→ EXERCISE
Among the entries that follow, some lines contain the word "frame". Show all of them.

DATA START

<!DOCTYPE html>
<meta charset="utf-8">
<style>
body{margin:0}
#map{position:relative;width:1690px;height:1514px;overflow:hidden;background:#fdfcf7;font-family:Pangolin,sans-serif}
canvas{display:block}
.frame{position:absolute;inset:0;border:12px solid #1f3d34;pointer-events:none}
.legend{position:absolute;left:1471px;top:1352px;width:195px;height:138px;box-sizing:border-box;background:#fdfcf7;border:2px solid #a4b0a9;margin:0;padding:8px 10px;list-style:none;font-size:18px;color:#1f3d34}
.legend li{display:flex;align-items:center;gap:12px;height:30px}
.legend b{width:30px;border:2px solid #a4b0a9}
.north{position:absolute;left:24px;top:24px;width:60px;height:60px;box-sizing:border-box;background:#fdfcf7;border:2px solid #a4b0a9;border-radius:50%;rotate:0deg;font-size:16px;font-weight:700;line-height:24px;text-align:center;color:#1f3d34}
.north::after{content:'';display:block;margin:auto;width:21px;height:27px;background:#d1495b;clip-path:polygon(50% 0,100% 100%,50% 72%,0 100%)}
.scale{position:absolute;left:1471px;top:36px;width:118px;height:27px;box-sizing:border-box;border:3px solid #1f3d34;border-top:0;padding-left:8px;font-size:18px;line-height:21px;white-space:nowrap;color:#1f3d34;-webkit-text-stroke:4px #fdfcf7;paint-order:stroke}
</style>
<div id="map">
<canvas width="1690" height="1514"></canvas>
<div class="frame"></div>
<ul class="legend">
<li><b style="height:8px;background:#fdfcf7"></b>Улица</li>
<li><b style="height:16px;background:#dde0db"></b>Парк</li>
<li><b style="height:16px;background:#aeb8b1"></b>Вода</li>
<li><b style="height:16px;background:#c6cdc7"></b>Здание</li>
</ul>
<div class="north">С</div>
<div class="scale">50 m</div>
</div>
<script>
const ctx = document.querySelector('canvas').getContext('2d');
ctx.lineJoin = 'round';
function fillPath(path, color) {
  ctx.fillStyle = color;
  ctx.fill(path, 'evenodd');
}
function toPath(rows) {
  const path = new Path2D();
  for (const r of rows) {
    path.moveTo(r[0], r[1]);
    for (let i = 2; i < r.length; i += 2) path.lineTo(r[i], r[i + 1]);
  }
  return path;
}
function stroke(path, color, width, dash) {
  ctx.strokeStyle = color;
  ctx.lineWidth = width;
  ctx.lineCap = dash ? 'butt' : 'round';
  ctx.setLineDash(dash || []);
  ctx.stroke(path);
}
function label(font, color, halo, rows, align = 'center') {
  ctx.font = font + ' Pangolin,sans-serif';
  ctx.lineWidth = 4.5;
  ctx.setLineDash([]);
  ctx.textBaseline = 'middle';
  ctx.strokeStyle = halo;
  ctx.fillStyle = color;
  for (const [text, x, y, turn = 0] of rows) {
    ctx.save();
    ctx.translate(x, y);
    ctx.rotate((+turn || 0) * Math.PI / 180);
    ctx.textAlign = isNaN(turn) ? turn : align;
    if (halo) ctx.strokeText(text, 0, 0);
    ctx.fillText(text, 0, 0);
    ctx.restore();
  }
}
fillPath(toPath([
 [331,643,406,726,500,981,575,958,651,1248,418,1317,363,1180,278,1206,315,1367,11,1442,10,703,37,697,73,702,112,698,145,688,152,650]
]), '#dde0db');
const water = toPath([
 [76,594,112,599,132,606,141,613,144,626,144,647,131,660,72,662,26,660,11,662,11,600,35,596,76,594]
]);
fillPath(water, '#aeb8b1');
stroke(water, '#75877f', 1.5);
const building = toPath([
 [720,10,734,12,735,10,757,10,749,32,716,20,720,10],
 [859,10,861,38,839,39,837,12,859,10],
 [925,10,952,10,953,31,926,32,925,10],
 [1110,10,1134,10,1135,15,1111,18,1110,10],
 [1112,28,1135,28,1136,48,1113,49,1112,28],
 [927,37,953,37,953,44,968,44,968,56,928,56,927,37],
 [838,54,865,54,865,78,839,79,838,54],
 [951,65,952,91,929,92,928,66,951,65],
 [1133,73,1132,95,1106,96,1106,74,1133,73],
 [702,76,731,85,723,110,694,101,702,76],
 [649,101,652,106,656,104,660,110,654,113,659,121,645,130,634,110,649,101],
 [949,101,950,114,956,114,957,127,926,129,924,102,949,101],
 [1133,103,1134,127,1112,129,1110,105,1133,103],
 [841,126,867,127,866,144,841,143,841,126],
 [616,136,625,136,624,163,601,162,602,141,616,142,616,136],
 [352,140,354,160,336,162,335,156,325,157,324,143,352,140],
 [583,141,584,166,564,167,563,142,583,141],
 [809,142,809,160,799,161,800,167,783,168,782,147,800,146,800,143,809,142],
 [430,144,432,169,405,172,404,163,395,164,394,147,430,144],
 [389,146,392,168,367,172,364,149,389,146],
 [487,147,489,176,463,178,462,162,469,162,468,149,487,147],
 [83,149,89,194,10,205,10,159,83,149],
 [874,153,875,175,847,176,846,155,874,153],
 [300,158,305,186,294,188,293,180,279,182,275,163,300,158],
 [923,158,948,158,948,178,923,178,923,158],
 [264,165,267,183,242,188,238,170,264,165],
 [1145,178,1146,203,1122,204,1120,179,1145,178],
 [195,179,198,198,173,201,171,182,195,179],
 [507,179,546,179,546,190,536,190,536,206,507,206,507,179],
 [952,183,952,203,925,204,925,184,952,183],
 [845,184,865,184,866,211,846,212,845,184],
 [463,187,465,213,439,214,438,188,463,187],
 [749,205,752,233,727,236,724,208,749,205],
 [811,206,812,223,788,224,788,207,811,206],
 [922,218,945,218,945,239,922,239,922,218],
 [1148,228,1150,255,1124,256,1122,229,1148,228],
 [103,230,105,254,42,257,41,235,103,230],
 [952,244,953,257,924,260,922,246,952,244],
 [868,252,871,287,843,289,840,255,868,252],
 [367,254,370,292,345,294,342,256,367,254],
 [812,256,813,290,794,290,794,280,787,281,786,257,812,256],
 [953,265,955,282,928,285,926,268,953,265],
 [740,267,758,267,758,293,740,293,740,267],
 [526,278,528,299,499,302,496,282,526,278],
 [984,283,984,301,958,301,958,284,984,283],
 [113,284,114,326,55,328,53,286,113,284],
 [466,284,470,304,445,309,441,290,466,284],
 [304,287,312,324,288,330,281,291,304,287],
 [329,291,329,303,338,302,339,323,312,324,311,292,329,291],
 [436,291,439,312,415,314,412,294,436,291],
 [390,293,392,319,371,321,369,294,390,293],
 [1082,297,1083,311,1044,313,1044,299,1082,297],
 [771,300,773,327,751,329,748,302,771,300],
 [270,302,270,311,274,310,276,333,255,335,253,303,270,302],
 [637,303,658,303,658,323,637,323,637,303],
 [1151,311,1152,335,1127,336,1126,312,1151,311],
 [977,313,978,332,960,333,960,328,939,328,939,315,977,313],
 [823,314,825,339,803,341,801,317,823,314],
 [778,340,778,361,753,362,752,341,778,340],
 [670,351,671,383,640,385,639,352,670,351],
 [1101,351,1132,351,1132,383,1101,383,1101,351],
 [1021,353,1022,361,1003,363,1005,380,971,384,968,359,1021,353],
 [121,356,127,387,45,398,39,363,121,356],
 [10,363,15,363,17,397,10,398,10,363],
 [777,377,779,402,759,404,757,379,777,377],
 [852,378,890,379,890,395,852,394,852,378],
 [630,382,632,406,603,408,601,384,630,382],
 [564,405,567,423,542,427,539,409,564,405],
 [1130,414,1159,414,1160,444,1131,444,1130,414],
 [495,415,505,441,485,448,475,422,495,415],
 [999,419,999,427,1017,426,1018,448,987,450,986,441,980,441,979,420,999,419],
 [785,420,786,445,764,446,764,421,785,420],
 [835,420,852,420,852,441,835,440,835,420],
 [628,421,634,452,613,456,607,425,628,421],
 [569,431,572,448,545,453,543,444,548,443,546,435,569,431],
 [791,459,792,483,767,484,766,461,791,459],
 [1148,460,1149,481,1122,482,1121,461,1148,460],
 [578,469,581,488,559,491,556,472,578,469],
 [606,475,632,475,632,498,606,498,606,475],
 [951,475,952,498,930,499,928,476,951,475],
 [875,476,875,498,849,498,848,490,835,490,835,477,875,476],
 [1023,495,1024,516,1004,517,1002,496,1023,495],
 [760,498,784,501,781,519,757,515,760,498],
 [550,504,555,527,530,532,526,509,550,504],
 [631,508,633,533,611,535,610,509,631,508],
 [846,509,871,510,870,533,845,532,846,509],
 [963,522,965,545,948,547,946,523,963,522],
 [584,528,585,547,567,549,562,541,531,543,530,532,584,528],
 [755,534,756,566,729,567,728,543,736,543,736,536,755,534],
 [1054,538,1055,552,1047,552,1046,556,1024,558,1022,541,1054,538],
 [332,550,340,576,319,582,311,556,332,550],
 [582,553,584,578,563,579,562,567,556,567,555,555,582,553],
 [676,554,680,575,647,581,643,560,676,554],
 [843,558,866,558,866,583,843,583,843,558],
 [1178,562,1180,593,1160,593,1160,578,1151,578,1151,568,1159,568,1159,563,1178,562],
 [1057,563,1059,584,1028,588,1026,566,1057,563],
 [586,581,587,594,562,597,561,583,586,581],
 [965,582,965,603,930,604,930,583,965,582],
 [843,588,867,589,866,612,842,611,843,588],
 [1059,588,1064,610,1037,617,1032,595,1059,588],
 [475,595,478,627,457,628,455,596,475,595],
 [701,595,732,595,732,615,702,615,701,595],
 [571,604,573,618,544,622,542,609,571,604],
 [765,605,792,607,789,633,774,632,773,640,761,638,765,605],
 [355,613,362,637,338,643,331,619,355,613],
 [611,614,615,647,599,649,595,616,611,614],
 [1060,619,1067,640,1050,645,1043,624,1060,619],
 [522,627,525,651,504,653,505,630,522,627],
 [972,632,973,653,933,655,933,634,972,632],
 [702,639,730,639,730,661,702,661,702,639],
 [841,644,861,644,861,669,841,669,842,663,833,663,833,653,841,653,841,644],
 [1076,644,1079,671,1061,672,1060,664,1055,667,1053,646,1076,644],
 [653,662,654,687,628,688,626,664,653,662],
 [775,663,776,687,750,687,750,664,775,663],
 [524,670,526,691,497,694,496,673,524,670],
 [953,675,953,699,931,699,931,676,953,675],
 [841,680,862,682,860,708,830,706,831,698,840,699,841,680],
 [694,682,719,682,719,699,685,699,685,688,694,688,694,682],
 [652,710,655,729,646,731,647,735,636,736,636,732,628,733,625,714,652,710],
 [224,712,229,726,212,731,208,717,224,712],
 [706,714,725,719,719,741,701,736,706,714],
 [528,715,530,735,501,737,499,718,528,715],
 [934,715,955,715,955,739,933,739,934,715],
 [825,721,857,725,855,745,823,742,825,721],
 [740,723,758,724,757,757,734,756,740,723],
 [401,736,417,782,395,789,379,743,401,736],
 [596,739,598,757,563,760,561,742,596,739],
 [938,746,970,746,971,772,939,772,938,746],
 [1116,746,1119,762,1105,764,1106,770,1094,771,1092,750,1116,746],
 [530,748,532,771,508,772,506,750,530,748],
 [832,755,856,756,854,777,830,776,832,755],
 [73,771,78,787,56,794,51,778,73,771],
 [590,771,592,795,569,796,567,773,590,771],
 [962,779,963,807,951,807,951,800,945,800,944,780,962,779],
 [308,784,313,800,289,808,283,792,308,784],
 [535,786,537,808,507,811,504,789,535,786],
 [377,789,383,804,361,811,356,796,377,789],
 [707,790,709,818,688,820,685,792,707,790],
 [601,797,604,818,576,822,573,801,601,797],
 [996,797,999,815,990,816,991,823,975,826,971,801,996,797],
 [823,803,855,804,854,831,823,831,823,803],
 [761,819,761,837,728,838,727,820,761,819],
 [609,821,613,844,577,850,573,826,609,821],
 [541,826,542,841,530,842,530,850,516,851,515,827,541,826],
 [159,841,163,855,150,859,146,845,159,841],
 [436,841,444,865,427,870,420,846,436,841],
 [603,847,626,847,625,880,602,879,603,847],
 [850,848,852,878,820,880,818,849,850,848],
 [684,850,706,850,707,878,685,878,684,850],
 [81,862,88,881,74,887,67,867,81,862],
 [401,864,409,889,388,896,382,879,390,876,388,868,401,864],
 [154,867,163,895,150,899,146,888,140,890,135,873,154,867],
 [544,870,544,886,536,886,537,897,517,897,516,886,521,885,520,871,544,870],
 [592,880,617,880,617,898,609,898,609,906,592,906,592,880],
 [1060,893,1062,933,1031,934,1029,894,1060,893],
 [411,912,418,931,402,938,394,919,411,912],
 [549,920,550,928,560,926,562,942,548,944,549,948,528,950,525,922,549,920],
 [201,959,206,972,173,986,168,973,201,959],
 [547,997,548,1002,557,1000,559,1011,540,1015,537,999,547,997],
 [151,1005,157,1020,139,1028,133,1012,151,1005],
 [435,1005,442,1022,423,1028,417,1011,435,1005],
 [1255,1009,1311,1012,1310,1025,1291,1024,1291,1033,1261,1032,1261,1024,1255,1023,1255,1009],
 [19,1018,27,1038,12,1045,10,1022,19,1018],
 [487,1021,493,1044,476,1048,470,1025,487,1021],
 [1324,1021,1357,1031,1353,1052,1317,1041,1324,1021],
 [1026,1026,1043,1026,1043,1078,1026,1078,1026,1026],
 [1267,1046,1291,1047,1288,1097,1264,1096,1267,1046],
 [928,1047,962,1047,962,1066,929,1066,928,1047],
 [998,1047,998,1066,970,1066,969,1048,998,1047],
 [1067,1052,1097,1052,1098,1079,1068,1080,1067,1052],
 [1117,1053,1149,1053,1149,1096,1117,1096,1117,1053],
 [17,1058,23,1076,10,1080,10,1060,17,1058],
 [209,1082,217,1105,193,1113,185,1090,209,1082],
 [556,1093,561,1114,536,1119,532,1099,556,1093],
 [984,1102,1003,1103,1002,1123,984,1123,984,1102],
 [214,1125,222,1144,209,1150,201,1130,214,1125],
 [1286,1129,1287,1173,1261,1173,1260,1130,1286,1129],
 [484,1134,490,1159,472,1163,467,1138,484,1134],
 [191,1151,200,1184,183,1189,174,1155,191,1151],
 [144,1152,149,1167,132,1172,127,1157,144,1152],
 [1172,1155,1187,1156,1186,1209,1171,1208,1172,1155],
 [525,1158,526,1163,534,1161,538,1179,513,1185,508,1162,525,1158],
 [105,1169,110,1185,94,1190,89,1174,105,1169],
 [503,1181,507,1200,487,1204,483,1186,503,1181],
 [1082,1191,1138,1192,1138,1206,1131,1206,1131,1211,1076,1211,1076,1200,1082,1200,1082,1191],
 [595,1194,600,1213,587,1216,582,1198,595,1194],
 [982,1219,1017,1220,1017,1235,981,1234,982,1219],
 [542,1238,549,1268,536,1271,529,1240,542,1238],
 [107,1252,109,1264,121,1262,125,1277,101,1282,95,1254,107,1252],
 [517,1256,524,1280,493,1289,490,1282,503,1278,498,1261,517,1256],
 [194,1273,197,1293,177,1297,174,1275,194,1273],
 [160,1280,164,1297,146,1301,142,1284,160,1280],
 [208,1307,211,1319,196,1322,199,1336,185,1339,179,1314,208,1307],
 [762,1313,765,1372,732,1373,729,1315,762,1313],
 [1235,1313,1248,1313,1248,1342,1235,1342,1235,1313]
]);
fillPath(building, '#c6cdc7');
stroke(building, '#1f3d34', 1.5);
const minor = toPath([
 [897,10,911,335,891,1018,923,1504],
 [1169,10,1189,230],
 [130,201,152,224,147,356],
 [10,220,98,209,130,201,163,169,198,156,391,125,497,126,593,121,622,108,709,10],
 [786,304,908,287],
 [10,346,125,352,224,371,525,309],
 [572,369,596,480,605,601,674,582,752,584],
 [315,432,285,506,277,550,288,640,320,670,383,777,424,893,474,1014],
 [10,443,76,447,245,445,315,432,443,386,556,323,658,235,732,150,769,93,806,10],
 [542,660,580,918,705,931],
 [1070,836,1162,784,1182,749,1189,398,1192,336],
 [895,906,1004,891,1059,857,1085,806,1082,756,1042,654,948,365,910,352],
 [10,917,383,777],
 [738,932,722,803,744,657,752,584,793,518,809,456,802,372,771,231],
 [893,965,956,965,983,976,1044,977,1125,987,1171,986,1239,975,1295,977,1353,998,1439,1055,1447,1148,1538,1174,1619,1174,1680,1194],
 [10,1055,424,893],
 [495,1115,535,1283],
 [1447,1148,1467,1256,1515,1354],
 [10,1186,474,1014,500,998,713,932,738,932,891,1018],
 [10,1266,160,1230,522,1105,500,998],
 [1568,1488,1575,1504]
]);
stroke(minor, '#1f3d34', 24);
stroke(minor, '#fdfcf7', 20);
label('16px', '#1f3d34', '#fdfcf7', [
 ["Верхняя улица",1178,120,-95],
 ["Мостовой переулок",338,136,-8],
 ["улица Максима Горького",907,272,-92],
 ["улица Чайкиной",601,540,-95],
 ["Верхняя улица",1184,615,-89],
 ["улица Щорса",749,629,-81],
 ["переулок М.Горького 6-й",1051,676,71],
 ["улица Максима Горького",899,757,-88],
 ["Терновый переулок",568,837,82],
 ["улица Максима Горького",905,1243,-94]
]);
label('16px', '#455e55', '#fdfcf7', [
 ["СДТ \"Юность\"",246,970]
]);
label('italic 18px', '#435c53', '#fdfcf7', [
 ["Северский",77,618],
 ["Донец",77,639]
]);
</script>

DATA END

→ TASK RESPONSE
.frame{position:absolute;inset:0;border:12px solid #1f3d34;pointer-events:none}
<div class="frame"></div>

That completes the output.